Blackfriars Restaurant dates back to 1239 when it served as a refectory for the Dominican Friars. Today it offers gutsy, traditional British cooking at its best, which has earned it the Taste of England Gold accolade in the North East England Tourism Awards.
Blackfriars offers a great-value three-course lunch for £18 (or add a glass of fizz for £21) from Monday to Saturday (except in December), and a special early-dinner menu, as well as an impressive à la carte menu. The Sunday roasts have earned the proud owners a nod from readers of The Independent, who voted Blackfriars’ Sunday lunch as the best in Newcastle.
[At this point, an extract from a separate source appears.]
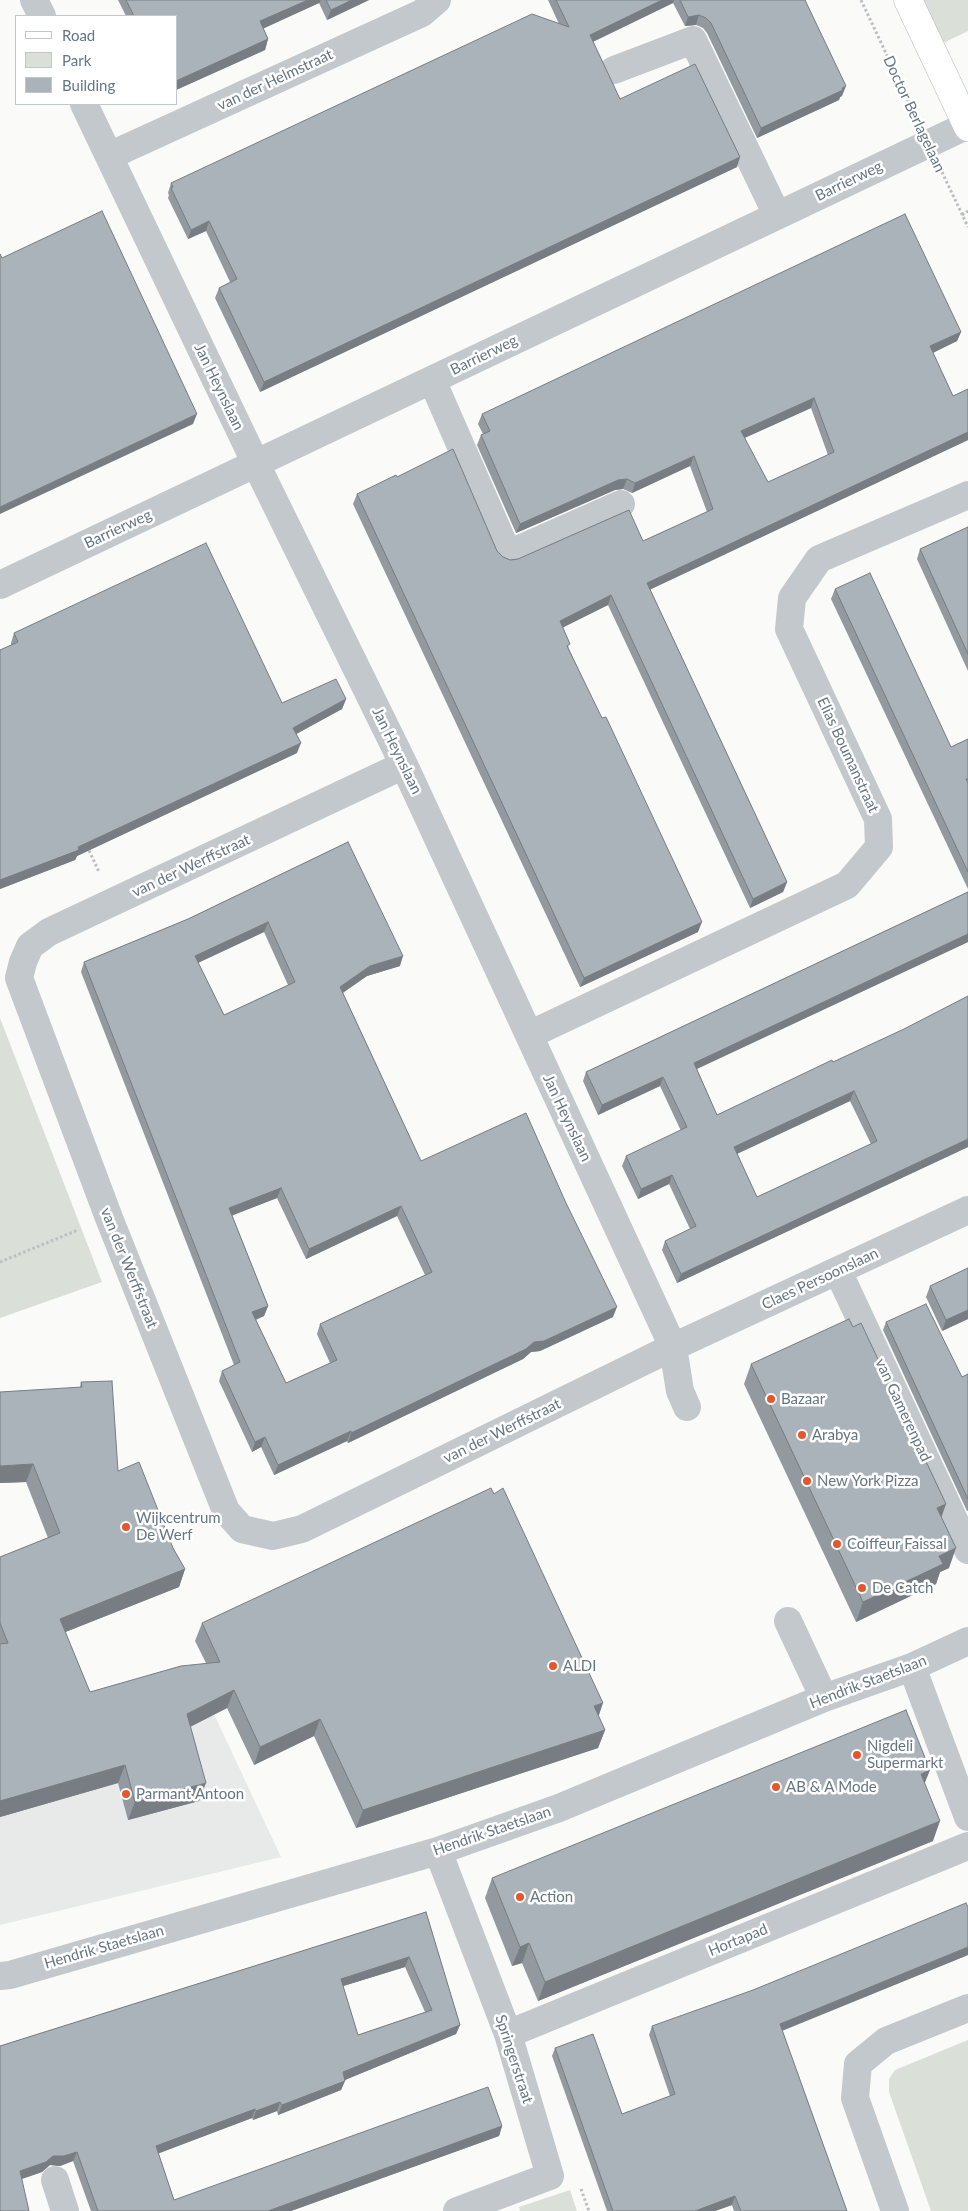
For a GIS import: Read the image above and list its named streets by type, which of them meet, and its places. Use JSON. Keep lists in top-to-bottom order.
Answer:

The team of chefs, headed by Chris Wardale, focuses on seasonal produce, sourced straight from local farms and markets, serving up a real taste of the North East.
Guests can also enjoy a drink in the Parlour Bar before their meal where classic northern cocktails are served such as the Newcastle Classic (Newcastle Gin, Franklins Tonic, fresh lemon & lime) or a historic themed drinks like the Friar Tuck (Honey Mead, Lemon Tonic, squeeze lemon juice).
As well as the menu, Blackfriars will be holding a number of events within its Cookery School and Tasting Room including Whey Ale Man – local beer tasting on Monday 2 July; Geordie Scran cookery class on Wednesday 4 July (£26) and Geordie Classic Cookery day on Saturday 11 August (£99 including lunch).
Blackfriars’ sister restaurants, Dobson & Parnell on Newcastle quayside and Hinnies in Whitley Bay will also be serving a Great North Exhibition of the North inspired menus.